The Automobile Association, the historic car insurance and breakdown business, is up for sale with a price tag of around £1.5bn. Its parent company, Centrica - which also owns British Gas - has decided to refocus on the energy market.

Bankers are believed to have begun an auction of the business, which Centrica bought from the AA's 4.6 million member-owners for £1.1bn in 1999.

If Centrica does finalise the disposal, it will mark a symbolic end to the strategy of building a broad-based consumer services conglomerate, and be a tacit admission that the group has failed to achieve the advantages from cross-selling products that it hoped for five years ago.

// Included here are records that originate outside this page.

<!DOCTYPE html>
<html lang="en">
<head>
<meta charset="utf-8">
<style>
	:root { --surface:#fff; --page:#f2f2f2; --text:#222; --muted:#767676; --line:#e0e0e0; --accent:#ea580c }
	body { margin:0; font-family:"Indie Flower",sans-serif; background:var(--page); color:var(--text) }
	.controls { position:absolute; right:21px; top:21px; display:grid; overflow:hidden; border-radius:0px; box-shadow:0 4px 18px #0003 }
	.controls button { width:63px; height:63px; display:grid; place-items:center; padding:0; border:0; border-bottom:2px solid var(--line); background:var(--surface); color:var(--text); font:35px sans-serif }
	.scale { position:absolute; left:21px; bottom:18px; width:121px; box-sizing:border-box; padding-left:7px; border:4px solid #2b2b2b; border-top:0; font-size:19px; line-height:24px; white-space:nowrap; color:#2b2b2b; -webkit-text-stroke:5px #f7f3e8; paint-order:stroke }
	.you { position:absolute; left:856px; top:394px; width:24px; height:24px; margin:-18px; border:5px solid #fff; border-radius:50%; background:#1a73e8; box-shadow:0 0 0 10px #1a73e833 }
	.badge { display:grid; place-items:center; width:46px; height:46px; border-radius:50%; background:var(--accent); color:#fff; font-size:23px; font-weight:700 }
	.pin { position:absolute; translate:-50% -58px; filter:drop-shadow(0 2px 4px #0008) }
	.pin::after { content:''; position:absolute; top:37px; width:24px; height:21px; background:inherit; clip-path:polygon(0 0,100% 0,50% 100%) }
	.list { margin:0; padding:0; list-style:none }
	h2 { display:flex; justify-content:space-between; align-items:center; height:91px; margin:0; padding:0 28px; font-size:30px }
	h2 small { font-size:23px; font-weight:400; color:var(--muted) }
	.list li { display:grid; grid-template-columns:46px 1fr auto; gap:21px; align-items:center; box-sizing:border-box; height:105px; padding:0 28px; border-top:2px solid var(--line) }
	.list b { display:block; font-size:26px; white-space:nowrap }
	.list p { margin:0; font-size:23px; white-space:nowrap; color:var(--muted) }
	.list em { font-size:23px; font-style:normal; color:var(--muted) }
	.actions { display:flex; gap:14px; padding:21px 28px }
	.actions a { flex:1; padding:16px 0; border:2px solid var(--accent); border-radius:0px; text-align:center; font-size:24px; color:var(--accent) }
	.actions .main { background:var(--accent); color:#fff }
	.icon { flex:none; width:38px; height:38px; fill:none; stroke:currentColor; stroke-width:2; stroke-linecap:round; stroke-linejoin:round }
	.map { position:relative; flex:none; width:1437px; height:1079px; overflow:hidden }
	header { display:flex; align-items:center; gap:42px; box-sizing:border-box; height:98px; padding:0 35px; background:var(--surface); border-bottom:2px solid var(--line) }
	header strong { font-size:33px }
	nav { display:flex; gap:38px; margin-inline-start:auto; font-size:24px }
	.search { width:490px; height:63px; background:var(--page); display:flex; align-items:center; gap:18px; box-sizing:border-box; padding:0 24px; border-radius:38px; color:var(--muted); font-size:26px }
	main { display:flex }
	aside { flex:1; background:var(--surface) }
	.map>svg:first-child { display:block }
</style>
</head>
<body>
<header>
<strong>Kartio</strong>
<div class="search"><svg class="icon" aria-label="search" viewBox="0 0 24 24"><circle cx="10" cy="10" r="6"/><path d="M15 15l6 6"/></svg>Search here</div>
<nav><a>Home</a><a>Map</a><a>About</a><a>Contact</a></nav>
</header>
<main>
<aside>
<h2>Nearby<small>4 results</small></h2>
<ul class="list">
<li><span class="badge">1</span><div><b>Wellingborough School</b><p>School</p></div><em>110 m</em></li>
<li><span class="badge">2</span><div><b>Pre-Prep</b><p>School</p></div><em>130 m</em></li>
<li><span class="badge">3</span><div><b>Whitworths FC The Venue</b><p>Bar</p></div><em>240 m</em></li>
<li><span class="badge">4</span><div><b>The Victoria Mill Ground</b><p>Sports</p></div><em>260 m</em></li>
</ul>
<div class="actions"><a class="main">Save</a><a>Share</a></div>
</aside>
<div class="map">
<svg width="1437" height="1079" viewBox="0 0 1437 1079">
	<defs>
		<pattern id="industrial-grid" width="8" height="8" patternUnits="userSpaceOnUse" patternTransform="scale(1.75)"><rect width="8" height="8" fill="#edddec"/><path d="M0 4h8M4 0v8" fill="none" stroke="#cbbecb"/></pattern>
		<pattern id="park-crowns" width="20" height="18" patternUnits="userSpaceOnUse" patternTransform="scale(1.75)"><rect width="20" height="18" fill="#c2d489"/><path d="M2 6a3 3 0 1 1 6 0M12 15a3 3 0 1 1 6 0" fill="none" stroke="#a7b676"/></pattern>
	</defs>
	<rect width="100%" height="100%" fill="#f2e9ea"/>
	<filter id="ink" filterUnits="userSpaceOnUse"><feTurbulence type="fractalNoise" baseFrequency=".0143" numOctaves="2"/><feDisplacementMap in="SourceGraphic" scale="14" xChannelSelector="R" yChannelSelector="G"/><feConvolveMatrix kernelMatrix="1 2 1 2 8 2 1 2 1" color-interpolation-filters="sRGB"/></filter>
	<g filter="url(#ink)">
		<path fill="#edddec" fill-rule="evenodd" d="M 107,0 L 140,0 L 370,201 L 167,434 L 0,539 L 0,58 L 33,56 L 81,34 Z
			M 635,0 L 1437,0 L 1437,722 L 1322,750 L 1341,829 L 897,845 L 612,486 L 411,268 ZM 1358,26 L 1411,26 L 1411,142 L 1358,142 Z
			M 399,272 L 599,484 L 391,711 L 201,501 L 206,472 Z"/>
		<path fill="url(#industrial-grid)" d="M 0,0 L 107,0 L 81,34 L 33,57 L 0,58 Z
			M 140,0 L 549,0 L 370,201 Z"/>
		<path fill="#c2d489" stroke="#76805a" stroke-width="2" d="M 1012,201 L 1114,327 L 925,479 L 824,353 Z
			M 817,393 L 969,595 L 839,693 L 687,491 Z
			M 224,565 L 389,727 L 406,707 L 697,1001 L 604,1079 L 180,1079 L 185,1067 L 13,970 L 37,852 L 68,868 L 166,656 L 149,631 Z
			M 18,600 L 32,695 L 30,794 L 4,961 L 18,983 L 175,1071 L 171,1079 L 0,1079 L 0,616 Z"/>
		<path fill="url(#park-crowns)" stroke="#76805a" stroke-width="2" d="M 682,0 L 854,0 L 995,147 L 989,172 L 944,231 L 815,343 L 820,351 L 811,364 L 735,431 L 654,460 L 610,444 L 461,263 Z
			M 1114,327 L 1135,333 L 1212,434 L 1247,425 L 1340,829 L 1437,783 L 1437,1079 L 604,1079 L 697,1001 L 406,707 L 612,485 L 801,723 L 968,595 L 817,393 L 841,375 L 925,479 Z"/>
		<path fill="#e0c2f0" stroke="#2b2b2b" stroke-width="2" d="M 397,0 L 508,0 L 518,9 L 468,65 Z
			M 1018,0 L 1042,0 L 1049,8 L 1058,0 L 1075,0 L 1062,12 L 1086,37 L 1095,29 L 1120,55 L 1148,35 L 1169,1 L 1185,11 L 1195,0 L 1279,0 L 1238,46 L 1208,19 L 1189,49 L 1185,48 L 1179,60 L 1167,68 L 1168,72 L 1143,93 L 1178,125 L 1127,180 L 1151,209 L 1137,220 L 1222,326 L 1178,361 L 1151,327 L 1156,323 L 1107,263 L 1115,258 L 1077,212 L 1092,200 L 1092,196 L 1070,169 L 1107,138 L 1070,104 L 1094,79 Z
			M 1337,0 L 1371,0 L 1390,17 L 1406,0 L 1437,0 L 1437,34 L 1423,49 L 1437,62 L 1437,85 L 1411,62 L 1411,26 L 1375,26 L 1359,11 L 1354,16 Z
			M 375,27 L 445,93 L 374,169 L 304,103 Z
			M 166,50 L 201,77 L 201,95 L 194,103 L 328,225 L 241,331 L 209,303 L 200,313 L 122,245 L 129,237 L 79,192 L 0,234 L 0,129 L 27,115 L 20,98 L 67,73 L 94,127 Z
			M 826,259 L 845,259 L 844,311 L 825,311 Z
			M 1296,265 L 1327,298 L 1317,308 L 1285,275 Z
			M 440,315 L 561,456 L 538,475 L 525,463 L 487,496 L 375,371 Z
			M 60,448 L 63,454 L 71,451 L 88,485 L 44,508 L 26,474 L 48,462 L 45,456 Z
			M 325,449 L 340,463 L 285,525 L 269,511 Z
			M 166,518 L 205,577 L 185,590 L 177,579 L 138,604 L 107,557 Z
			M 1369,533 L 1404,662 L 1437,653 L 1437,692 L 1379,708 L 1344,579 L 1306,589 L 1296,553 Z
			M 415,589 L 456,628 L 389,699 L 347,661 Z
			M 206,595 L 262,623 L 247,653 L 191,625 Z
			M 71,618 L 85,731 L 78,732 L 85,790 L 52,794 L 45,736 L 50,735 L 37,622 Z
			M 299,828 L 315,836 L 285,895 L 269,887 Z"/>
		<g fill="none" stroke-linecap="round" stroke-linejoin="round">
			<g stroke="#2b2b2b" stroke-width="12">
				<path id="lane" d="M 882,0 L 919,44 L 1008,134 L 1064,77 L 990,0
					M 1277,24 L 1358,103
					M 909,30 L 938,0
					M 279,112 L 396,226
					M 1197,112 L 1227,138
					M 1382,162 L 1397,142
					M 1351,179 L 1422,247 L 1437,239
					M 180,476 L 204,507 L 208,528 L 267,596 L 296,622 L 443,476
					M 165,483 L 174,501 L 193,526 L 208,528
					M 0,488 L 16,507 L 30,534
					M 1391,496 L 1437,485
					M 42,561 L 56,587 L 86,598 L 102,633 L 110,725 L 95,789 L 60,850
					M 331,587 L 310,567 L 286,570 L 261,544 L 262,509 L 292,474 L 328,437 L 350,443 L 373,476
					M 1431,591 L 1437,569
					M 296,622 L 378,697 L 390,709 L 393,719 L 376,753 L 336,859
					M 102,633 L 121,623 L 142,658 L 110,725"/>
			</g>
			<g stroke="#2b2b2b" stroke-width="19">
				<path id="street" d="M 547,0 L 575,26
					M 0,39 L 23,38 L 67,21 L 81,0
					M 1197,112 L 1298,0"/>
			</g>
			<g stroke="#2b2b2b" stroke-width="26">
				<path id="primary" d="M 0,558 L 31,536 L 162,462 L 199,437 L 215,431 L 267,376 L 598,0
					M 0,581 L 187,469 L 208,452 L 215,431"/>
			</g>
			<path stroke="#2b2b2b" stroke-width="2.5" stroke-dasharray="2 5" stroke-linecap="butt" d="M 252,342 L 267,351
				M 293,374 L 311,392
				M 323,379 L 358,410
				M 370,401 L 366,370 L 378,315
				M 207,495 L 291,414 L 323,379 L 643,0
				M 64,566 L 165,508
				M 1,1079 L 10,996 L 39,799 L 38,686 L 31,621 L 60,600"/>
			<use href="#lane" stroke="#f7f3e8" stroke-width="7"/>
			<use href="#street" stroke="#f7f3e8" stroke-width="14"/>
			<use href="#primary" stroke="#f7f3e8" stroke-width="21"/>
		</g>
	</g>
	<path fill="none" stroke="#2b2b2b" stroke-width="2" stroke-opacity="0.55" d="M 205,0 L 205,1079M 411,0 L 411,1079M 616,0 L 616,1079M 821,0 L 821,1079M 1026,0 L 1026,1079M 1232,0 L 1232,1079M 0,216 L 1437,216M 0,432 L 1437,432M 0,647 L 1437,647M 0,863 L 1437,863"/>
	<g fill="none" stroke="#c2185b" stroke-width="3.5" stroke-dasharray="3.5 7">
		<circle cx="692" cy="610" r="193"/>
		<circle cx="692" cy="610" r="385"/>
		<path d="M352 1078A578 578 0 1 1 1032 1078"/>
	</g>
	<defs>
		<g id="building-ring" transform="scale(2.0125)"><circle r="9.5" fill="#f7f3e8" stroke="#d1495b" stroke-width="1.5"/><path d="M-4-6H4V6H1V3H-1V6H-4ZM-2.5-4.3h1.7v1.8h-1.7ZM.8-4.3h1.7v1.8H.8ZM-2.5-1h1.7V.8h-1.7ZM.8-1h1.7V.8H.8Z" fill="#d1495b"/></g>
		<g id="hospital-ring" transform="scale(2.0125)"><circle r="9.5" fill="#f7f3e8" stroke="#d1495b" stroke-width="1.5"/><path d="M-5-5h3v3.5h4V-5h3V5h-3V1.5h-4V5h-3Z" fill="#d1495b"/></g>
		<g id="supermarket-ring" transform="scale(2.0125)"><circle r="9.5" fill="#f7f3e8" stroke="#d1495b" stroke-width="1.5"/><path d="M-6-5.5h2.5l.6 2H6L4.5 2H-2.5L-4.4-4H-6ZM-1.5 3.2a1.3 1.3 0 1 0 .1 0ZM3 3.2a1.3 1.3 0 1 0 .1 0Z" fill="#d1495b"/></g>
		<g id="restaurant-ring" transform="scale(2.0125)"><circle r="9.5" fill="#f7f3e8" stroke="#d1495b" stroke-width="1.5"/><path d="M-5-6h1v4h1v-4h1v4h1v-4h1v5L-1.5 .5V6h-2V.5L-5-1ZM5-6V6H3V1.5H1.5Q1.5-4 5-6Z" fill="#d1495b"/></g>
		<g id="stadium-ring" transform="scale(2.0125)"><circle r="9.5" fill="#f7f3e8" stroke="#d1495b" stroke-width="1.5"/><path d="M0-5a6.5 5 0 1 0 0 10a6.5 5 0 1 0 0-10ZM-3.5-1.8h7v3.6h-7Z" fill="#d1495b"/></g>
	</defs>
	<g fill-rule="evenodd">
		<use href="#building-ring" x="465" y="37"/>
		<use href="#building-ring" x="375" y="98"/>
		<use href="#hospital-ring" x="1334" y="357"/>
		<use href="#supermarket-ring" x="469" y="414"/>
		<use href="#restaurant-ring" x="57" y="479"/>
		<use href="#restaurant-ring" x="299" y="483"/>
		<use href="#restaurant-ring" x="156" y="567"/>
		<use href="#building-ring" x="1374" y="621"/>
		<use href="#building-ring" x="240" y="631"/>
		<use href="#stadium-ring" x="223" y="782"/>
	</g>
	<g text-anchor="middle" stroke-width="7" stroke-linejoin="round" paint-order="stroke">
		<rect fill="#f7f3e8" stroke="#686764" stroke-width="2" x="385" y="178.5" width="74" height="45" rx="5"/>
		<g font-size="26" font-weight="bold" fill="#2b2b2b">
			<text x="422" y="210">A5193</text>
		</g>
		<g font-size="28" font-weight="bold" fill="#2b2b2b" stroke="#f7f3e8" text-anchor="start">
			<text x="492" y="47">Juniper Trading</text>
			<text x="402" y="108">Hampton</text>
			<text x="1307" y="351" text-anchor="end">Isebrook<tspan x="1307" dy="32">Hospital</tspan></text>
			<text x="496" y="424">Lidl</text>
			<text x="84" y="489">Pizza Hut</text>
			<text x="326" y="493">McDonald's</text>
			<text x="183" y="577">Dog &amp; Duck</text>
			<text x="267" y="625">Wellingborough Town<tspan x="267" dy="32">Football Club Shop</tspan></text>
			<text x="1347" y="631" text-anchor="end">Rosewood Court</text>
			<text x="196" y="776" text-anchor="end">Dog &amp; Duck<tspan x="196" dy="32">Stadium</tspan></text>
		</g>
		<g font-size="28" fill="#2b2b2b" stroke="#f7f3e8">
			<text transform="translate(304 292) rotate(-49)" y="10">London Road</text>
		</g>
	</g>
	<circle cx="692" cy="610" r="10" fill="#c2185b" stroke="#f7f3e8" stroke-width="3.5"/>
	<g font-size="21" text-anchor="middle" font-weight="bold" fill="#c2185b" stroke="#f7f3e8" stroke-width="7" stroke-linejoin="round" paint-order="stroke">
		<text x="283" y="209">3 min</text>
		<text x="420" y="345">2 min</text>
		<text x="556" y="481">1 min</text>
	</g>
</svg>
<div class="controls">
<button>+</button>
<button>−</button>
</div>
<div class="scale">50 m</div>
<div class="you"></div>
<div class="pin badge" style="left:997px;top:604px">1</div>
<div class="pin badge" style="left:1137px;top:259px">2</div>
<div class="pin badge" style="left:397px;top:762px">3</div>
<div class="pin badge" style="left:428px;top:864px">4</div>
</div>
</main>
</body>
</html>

Potential bidders are likely to include the biggest players in the insurance sector, with Aviva's Norwich Union division already thought to have taken a look at the business. The AA has expanded aggressively into motor, travel and home insurance and loans under Centrica's ownership. Centrica yesterday refused to comment on its plans for the division, which accounted for 10 per cent of the group's operating profit last year.

The group has been switching its focus back to the power market over recent months, making a series of acquisitions and other deals in power generation. Sir Roy Gardner, the chief executive, has wanted to boost in-house generating and storage capacity so that British Gas is not so dependent on the vagaries of the wholesale power market. Rising energy costs are hurting margins, Centrica warned last month.

Two weeks ago, the group bought the Killingholme power station in Lincolnshire for £142m, and earlier in the year it signed up an option to build a new gas-fired power station in Devon. The acquisition takes the number of plants operated by Centrica to six and the proportion of British Gas's energy requirements that are supplied in-house to 43 per cent.

One industry source said: "The energy market has changed, and Centrica needs to be more vertically integrated. There is plenty of cash on the books, so there is no urgent need to sell the AA, but if the right buyer comes along now, then the sale will happen."

A significant proportion of the sale proceeds could be returned to shareholders, sources say. Centrica is already under pressure to launch a share buy-back scheme, having found fewer opportunities than expected to invest in the United States.

Centrica is likely to argue that any final price tag for the AA should be compared not with the £1.1bn headline price it paid in 1999, but with £800,000, which stripped out the cash surplus inside the breakdown business. The acquisition was highly controversial at the time, bringing to an end 94 years of mutual ownership and generating windfalls of £248m for its members - including many carpetbaggers. The business was set up in 1905, originally to give advice to motorists on how to avoid police speed traps.

The number of AA customers has risen from 9.5 million at that time to 15 million now. The division made an operating profit of £93m last year, up 27 per cent on 2002.

Sir Roy said at the time of the deal that all Centrica's customers would benefit from the wider range of products and services on offer - and there were initially cheap gas offers for AA customers - but the synergies from the acquisition have mainly been from combining administration and call centres.

Centrica has backtracked on other investments in recent months. Last August, Centrica sold its stake in the Goldfish credit card business to Lloyds TSB for £112.5m. It still owns One.Tel, the telecoms company.